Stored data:

────────

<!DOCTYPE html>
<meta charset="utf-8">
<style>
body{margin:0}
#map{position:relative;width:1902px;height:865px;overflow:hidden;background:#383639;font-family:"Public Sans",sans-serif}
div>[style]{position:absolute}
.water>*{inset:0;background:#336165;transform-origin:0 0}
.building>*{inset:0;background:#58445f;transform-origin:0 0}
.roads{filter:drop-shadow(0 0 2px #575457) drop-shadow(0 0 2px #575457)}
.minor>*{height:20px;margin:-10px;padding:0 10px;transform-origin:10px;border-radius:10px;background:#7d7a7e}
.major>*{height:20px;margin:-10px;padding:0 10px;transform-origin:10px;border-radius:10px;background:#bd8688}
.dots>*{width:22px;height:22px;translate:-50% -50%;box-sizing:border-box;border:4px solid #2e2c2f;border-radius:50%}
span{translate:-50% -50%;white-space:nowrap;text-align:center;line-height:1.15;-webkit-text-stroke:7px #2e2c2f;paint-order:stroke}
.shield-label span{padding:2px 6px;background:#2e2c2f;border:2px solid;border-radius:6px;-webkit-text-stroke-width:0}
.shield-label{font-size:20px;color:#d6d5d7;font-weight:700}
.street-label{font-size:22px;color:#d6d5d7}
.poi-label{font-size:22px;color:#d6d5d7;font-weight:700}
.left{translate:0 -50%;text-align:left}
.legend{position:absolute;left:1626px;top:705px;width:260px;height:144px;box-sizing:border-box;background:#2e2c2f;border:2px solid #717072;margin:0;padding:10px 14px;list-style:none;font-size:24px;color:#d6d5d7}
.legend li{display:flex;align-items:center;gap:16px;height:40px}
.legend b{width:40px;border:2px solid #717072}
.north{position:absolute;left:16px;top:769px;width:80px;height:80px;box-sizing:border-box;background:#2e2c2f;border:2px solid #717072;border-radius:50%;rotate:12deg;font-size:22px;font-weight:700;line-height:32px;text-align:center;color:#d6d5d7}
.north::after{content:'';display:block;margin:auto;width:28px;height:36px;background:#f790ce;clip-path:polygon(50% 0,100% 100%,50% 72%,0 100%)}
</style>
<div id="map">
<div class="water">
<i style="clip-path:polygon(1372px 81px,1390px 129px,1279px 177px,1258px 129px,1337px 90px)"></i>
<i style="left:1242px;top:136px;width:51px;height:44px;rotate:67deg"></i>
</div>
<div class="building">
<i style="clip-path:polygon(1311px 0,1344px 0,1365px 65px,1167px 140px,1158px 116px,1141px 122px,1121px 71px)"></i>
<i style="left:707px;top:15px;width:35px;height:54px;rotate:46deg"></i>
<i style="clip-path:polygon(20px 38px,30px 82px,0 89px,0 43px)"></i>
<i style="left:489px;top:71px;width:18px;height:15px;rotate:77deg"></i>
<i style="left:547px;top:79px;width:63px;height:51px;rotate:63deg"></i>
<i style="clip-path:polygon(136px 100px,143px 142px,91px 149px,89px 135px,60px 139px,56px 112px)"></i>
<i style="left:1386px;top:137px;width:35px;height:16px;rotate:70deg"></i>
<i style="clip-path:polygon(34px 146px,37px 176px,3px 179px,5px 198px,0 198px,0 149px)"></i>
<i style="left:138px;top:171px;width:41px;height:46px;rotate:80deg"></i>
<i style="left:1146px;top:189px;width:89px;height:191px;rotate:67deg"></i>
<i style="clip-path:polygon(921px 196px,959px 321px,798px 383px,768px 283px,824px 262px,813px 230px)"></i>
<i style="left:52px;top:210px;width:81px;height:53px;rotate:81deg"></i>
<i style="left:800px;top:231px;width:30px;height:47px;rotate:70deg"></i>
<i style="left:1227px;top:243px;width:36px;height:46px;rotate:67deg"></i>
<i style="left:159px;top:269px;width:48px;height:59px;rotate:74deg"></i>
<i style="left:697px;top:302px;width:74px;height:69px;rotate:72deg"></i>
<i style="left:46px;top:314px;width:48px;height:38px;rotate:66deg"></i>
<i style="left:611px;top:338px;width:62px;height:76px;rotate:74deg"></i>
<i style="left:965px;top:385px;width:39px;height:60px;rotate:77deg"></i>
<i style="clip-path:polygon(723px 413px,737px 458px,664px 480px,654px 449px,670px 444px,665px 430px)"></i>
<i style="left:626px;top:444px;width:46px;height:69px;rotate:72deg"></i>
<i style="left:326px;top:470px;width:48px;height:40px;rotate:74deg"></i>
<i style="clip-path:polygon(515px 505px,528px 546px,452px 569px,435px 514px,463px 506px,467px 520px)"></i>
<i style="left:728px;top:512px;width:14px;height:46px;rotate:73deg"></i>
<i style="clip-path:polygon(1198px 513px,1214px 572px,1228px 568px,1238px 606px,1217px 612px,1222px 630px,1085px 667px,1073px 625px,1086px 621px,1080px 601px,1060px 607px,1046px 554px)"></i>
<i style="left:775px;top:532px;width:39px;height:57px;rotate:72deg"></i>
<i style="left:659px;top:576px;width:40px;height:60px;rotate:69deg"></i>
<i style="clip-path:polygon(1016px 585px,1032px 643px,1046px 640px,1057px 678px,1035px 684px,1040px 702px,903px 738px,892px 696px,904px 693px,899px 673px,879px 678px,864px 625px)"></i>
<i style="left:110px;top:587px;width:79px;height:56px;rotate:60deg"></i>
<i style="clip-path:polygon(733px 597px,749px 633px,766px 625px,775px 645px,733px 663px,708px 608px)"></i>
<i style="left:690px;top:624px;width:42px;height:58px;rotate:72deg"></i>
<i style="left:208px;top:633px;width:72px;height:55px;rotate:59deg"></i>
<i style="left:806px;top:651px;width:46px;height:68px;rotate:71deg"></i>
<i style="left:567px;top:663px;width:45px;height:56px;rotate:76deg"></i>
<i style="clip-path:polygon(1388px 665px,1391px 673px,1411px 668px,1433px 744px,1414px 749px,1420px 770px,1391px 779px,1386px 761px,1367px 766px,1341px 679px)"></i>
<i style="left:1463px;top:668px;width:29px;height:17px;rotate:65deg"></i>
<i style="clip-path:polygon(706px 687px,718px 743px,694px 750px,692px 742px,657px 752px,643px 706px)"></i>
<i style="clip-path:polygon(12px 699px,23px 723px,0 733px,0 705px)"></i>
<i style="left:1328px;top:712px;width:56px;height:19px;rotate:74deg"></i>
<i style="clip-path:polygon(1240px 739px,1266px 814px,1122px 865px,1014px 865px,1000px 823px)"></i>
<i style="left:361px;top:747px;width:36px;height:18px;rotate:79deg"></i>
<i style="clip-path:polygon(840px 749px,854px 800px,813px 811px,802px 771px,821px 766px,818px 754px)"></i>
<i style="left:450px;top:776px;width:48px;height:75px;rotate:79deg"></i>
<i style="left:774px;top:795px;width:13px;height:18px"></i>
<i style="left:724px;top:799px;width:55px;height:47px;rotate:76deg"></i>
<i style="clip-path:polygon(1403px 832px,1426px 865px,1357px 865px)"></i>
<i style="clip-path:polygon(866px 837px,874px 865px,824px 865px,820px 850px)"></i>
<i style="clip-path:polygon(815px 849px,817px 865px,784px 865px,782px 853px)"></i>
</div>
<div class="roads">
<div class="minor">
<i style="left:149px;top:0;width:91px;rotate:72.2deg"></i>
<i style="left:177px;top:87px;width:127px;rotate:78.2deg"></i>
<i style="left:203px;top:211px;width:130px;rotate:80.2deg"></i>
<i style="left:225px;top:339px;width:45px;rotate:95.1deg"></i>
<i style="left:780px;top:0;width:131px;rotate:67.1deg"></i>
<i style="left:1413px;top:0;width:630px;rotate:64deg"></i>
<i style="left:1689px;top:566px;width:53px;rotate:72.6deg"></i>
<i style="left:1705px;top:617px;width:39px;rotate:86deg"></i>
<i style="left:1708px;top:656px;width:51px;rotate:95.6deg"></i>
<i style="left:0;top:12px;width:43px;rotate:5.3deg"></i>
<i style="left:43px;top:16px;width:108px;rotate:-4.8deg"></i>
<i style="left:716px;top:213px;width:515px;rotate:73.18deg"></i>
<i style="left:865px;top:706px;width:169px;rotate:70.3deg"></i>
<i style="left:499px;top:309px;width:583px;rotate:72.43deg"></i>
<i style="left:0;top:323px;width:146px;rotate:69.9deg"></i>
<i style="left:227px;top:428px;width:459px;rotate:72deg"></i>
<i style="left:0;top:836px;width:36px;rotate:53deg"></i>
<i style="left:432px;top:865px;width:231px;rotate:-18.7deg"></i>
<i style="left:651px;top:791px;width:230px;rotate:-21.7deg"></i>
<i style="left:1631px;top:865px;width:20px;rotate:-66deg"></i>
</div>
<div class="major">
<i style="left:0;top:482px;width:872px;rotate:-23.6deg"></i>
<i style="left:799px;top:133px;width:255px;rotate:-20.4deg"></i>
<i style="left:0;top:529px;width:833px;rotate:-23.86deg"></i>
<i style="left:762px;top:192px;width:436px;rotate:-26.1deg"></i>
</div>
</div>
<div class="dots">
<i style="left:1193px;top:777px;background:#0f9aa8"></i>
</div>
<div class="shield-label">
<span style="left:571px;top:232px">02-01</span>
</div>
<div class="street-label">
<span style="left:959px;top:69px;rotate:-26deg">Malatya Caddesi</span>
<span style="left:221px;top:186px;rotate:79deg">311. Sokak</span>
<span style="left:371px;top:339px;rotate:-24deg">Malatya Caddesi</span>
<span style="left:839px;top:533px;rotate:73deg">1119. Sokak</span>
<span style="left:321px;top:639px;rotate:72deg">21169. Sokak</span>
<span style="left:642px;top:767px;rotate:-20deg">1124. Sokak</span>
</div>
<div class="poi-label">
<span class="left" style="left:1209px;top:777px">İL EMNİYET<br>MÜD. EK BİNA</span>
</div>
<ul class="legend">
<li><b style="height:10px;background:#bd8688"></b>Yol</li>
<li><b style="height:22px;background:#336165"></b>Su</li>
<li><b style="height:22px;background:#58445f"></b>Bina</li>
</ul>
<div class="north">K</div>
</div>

────────

> _WHAT IS NEEDED_
Take the line holding "EMNİYET<br>MÜD. EK BİNA</span>" and the lines after it through the end of the entries. Retype them exactly and add nothing.

> _TASK RESULT_
<span class="left" style="left:1209px;top:777px">İL EMNİYET<br>MÜD. EK BİNA</span>
</div>
<ul class="legend">
<li><b style="height:10px;background:#bd8688"></b>Yol</li>
<li><b style="height:22px;background:#336165"></b>Su</li>
<li><b style="height:22px;background:#58445f"></b>Bina</li>
</ul>
<div class="north">K</div>
</div>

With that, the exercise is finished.